A resposta global ao HIV enfrenta um forte impasse: enquanto a ciência avança com tecnologias de prevenção de ação prolongada, preços abusivos e cortes de verbas internacionais limitam o acesso a esses tratamentos.
A médica Beatriz Grinsztejn, presidente da International Aids Society (IAS), alerta que a América Latina vive essa contradição de perto ao ser excluída, pela terceira vez consecutiva, de um acordo internacional para a produção de genéricos, mesmo tendo participado ativamente dos ensaios clínicos dessas novas drogas .

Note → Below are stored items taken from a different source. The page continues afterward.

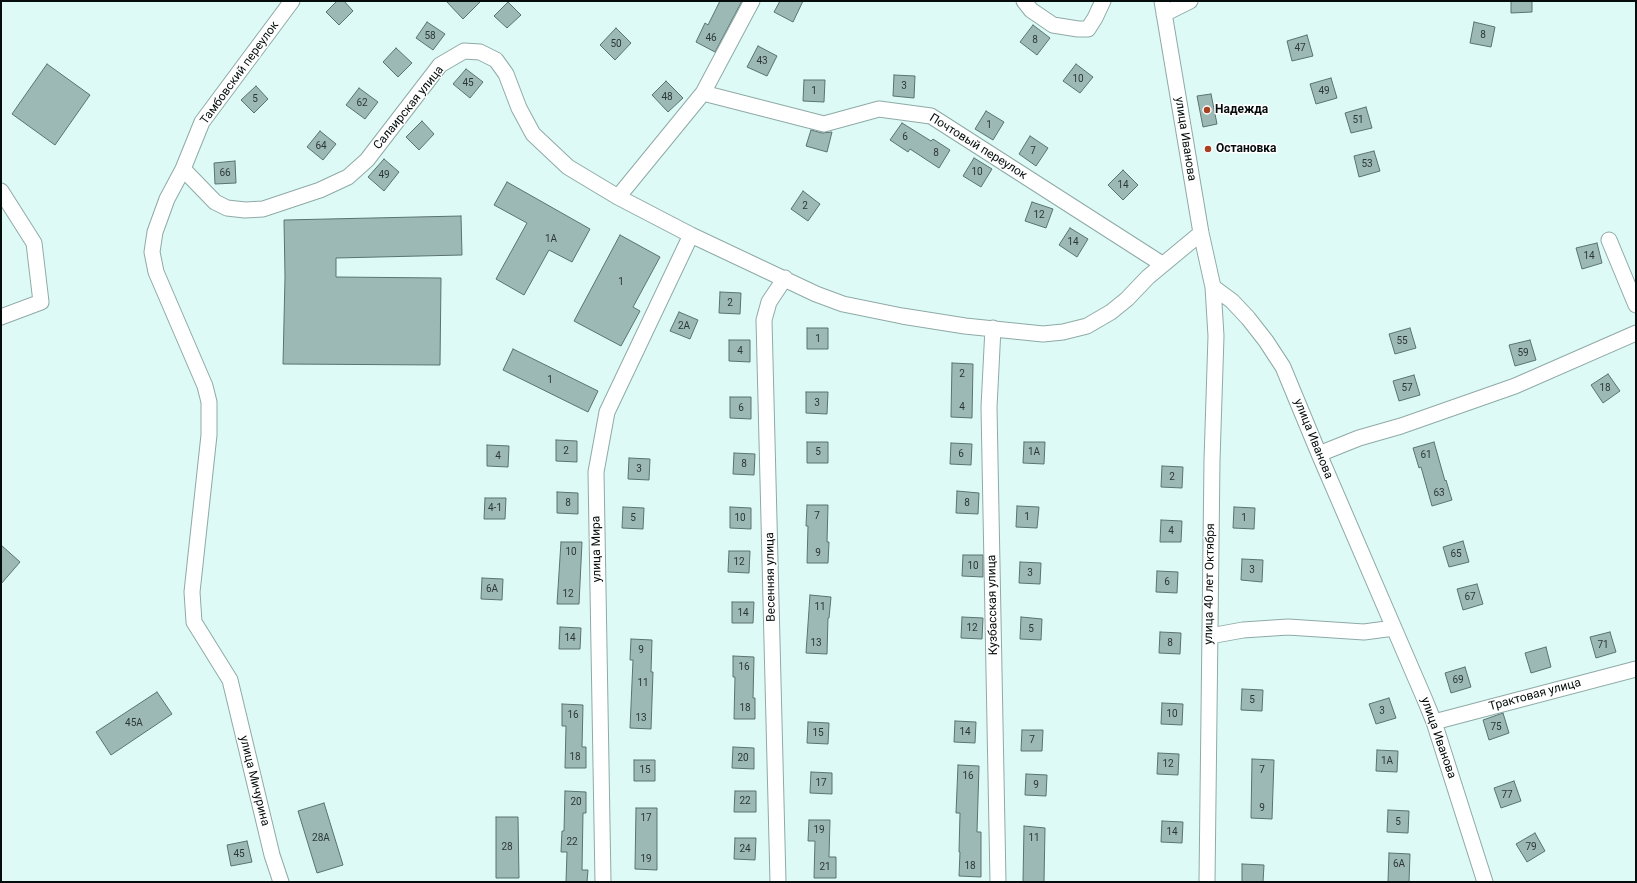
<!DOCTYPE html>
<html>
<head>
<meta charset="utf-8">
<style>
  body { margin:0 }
  #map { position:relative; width:1637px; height:883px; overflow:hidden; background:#ddfaf6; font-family:Roboto,sans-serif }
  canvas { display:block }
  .frame { position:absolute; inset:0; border:2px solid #050d0c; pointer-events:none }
</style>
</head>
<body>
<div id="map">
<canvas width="1637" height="883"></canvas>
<div class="frame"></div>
</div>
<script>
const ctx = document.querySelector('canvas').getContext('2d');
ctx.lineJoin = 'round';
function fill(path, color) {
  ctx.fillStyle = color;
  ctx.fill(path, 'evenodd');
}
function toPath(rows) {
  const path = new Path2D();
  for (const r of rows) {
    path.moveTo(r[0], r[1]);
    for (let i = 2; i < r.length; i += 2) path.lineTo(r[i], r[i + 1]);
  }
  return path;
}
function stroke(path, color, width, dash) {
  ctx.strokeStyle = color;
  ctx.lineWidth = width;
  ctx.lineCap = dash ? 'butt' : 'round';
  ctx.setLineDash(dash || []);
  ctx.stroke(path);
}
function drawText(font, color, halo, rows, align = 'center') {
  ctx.font = font + ' Roboto,sans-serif';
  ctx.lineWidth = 3;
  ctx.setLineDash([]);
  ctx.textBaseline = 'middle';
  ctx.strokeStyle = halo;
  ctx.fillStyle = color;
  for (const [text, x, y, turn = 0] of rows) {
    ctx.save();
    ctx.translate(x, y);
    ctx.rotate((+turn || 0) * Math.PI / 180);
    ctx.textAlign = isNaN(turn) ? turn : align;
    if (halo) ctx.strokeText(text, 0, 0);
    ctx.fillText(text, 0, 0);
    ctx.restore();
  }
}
const building = toPath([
  [337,1,344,1,353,11,339,25,326,12,337,1],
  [446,1,481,1,463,19,446,1],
  [720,1,742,1,715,52,696,42,705,23,708,25,720,1],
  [780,1,803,1,793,22,774,12,780,1],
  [1511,1,1532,1,1532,12,1511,13,1511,1],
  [508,2,521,15,507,28,494,16,508,2],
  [427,22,445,34,433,50,416,38,427,22],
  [1474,22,1495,27,1491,47,1470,43,1474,22],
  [1033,25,1050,38,1037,55,1020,42,1033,25],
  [616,28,631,43,615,60,600,45,616,28],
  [1307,35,1313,56,1292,61,1287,41,1307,35],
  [758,46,777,56,767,76,747,67,758,46],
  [396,48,412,63,398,77,383,62,396,48],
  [47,64,90,95,55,145,12,114,47,64],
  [1076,64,1093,77,1080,93,1063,81,1076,64],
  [466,69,483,82,470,98,453,84,466,69],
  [894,75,915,76,914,98,893,96,894,75],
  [1331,78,1337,98,1316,104,1310,84,1331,78],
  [804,80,825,80,824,102,803,101,804,80],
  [666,81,683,98,668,112,652,95,666,81],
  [256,86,268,99,254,113,241,100,256,86],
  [359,88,378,102,365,119,346,105,359,88],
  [1211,94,1217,124,1203,127,1197,96,1211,94],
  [1366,107,1372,128,1351,133,1345,113,1366,107],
  [986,111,1004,122,993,140,975,129,986,111],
  [422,121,434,134,419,150,406,137,422,121],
  [902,123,931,141,933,139,950,150,939,168,910,149,908,152,890,140,902,123],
  [811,130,822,133,832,132,827,152,806,146,811,130],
  [320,131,336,144,323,160,307,147,320,131],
  [1030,136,1048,148,1036,166,1019,154,1030,136],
  [1374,151,1380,171,1359,177,1354,156,1374,151],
  [974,158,992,169,981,187,963,176,974,158],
  [384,159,399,172,384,191,368,177,384,159],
  [235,161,236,183,215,184,214,163,235,161],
  [1123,170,1138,185,1123,200,1108,185,1123,170],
  [507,182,590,229,572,262,549,250,524,295,496,279,527,223,494,205,507,182],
  [803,191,820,204,808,221,791,209,803,191],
  [1032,202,1053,209,1046,228,1025,221,1032,202],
  [461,216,462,255,336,258,336,277,441,278,440,365,283,364,285,277,284,220,461,216],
  [1070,228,1088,239,1077,257,1059,245,1070,228],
  [620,235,660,257,633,307,640,311,621,346,574,321,620,235],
  [1597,243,1602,263,1582,269,1576,248,1597,243],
  [720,292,741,293,740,314,719,313,720,292],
  [679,312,698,320,690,339,670,331,679,312],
  [807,328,828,328,828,349,807,349,807,328],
  [1410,328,1416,348,1395,354,1389,334,1410,328],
  [729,340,750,340,750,362,729,361,729,340],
  [1530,340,1536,360,1515,366,1509,345,1530,340],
  [513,349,598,391,588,412,503,370,513,349],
  [952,363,973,364,972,418,951,417,952,363],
  [1608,374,1620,391,1603,403,1591,385,1608,374],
  [1414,375,1420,395,1399,401,1393,381,1414,375],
  [806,392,828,392,827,414,806,413,806,392],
  [730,397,751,397,751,419,730,418,730,397],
  [556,440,577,441,577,462,556,461,556,440],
  [807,442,828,442,828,463,807,463,807,442],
  [1024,442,1045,442,1044,464,1023,463,1024,442],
  [1434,442,1445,481,1446,480,1452,500,1432,506,1421,467,1419,468,1413,448,1434,442],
  [951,443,972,444,971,465,950,464,951,443],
  [487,445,509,446,508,467,487,466,487,445],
  [734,453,755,454,754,475,733,474,734,453],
  [629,458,650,459,649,480,628,479,629,458],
  [1162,466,1183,467,1182,488,1161,487,1162,466],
  [957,491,979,493,978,514,956,513,957,491],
  [557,492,578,493,578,514,557,513,557,492],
  [485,498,506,498,505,519,484,519,485,498],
  [807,505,828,505,827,542,829,542,828,563,807,563,808,526,806,526,807,505],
  [1017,506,1039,507,1037,528,1016,527,1017,506],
  [623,507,644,508,643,529,622,528,623,507],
  [730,507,751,508,751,529,730,528,730,507],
  [1234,507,1255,508,1254,529,1233,528,1234,507],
  [1161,520,1182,521,1181,542,1160,542,1161,520],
  [1463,541,1469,562,1449,567,1443,547,1463,541],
  [561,542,582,542,579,604,557,604,561,542],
  [1,545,20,562,1,584,1,545],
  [729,551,750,551,749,573,728,572,729,551],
  [963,555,983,555,983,577,962,576,963,555],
  [1242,559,1263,560,1262,582,1241,580,1242,559],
  [1020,562,1041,563,1040,584,1019,583,1020,562],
  [1157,571,1178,572,1177,593,1156,592,1157,571],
  [482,578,503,579,502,600,481,599,482,578],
  [1477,584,1483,604,1463,610,1457,589,1477,584],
  [810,595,831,597,829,618,828,618,827,654,806,653,810,595],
  [732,602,754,602,753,623,732,623,732,602],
  [962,617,983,618,982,639,961,638,962,617],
  [1021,617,1042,619,1041,640,1020,639,1021,617],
  [560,627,581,628,580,649,559,649,560,627],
  [1160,632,1181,633,1180,654,1159,653,1160,632],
  [1610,632,1616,652,1596,658,1590,637,1610,632],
  [631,639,652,640,651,672,653,672,651,729,630,728,633,660,630,660,631,639],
  [1546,647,1551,667,1531,673,1525,653,1546,647],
  [733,656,754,657,753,698,755,698,755,719,734,719,735,677,733,677,733,656],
  [1465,667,1471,687,1451,693,1445,673,1465,667],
  [1242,689,1263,690,1262,711,1241,710,1242,689],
  [157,692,172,714,111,755,96,732,157,692],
  [1389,698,1396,718,1376,724,1369,704,1389,698],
  [1162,703,1183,704,1182,725,1161,724,1162,703],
  [562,704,583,705,582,747,586,747,586,768,565,768,566,726,562,726,562,704],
  [1503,713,1509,733,1489,740,1483,720,1503,713],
  [955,721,976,722,975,743,954,742,955,721],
  [808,722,829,723,828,744,807,743,808,722],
  [1022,730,1043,730,1042,751,1021,751,1022,730],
  [733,747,754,748,754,769,732,768,733,747],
  [1377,750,1398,751,1397,772,1376,771,1377,750],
  [1158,753,1179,754,1178,775,1157,774,1158,753],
  [1252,759,1274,760,1272,819,1251,818,1252,759],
  [634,760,655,760,655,781,634,781,634,760],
  [958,765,979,766,977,832,981,832,981,877,959,876,960,852,959,852,960,813,956,813,958,765],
  [811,772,832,773,832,794,810,793,811,772],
  [1026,774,1047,775,1046,796,1025,795,1026,774],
  [1514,781,1521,801,1501,808,1494,788,1514,781],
  [565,791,586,792,586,813,583,813,582,870,588,870,587,882,566,882,567,852,561,852,562,831,564,831,565,791],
  [735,791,756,791,756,812,734,812,735,791],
  [324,803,343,865,317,873,298,811,324,803],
  [636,808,657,808,657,870,635,869,636,808],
  [1388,810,1409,811,1408,833,1387,832,1388,810],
  [496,817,518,817,519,878,496,878,496,817],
  [809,820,830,820,829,857,836,857,836,878,814,878,815,841,808,841,809,820],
  [1162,821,1183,822,1182,843,1161,842,1162,821],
  [1024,826,1045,828,1044,882,1023,882,1024,826],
  [1535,833,1545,851,1527,862,1516,844,1535,833],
  [735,838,756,838,755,860,734,859,735,838],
  [247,841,252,862,231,866,227,845,247,841],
  [1389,853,1410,854,1409,882,1388,882,1389,853],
  [1242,864,1264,865,1263,882,1242,882,1242,864]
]);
fill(building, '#9db9b5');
stroke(building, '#5a7370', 1);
const minor = toPath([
  [1024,1,1031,10,1053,25,1078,29,1088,29,1095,18,1103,1],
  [1162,1,1201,233,1213,287,1216,336,1212,460,1207,882],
  [1164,14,1190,1],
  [703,93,824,124,879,109,931,116,1162,264],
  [183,169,215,202,227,208,245,210,263,209,320,190,348,177,367,160,440,65,464,51,480,52,496,60,506,74,519,108,533,134,568,167,618,197,691,235,816,294,843,304,902,316,965,326,1043,334,1063,332,1087,326,1111,312,1127,299,1148,277,1201,233],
  [1,191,34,243,41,302,1,317],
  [618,197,703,93,752,1],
  [1609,240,1636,305],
  [1213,287,1232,301,1248,318,1266,341,1283,367,1319,454,1425,700,1434,722,1485,882],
  [993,328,989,407,998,882],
  [1319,454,1359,438,1401,426,1515,386,1636,333],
  [1210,636,1243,630,1288,627,1364,632,1394,628],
  [1434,722,1636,669],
  [281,882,272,855,230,680,194,622,192,592,209,435,209,402,205,386,156,272,152,252,155,232,167,199,183,169,202,122,292,1],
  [603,882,596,472,607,412,691,235],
  [778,882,764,320,769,302,785,278]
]);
stroke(minor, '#8faaa6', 17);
stroke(minor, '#fff', 15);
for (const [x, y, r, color] of [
  [1207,110,4,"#a84022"],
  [1208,149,4,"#a84022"]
]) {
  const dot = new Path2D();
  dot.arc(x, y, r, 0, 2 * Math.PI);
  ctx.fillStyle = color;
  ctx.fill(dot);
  stroke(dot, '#fff', 1.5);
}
drawText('10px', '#2b3836', null, [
  ["8",1483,35],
  ["58",430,36],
  ["46",711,38],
  ["8",1035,40],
  ["50",616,44],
  ["47",1300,48],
  ["43",762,61],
  ["10",1078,79],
  ["45",468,83],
  ["3",904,86],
  ["1",814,91],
  ["49",1324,91],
  ["48",667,97],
  ["5",255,99],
  ["62",362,103],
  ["51",1358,120],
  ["1",989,125],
  ["6",905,137],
  ["64",321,146],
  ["7",1033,151],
  ["8",936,153],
  ["53",1367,164],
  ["10",977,172],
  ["66",225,173],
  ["49",384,175],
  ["14",1123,185],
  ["2",805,206],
  ["12",1039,215],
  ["1А",551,239],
  ["14",1073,242],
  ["14",1589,256],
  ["1",621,282],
  ["2",730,303],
  ["2А",684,326],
  ["1",818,339],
  ["55",1402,341],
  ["4",740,351],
  ["59",1523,353],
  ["2",962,374],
  ["1",550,380],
  ["57",1407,388],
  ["18",1605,388],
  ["3",817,403],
  ["4",962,407],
  ["6",741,408],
  ["2",566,451],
  ["5",818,452],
  ["1А",1034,452],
  ["6",961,454],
  ["61",1426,455],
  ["4",498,456],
  ["8",744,464],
  ["3",639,469],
  ["2",1172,477],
  ["63",1439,493],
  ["8",568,503],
  ["8",967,503],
  ["4-1",495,508],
  ["7",817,516],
  ["1",1027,517],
  ["5",633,518],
  ["10",740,518],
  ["1",1244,518],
  ["4",1171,531],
  ["10",571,552],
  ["9",818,553],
  ["65",1456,554],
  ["12",739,562],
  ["10",973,566],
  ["3",1252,570],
  ["3",1030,573],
  ["6",1167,582],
  ["6А",492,589],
  ["12",568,594],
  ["67",1470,597],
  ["11",820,607],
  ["14",743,613],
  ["12",972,628],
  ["5",1031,629],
  ["14",570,638],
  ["13",816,643],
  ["8",1170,643],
  ["71",1603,645],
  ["9",641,650],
  ["16",744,667],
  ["69",1458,680],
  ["11",643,683],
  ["5",1252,700],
  ["18",745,708],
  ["3",1382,711],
  ["10",1172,714],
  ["16",573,715],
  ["13",641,718],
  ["45А",134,723],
  ["75",1496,727],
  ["14",965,732],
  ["15",818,733],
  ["7",1032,740],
  ["18",575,757],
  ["20",743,758],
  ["1А",1387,761],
  ["12",1168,764],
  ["15",645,770],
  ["7",1262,770],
  ["16",968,776],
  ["17",821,783],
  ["9",1036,785],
  ["77",1507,795],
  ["22",745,801],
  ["20",576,802],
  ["9",1262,808],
  ["17",646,818],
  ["5",1398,822],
  ["19",819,830],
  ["14",1172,832],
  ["28А",321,838],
  ["11",1034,838],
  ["22",572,842],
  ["28",507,847],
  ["79",1531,847],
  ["24",745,849],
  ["45",239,854],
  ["19",646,859],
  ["6А",1399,864],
  ["18",970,866],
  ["21",825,867]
]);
drawText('12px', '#050d0c', '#fff', [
  ["Тамбовский переулок",240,73,-54],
  ["Салаирская улица",409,108,-51],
  ["улица Иванова",1185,139,81],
  ["Почтовый переулок",978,147,32],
  ["улица Иванова",1313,439,68],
  ["улица Мира",597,549,-91],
  ["Весенняя улица",771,577,-91],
  ["улица 40 лет Октября",1210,584,-89],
  ["Кузбасская улица",993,605,-91],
  ["Трактовая улица",1535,695,-15],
  ["улица Иванова",1438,738,71],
  ["улица Мичурина",254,781,76]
]);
drawText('bold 12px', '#050d0c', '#fff', [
  ["Надежда",1215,110],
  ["Остановка",1216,149]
], 'left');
</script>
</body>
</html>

A exclusão da região de licenças para medicamentos como o Alimatravir, o cabotegravir e o lenacapavir reflete entraves econômicos estruturais. Embora os voluntários dos testes tenham acesso assegurado às medicações, a indústria farmacêutica mantém preços inviáveis para incorporação no Sistema Único de Saúde (SUS) . A Anvisa aprovou o uso do lenacapavir como PrEP semestral em janeiro de 2026, mas a disponibilização no SUS depende da avaliação da Conitec e da fixação de preço pela Cmed .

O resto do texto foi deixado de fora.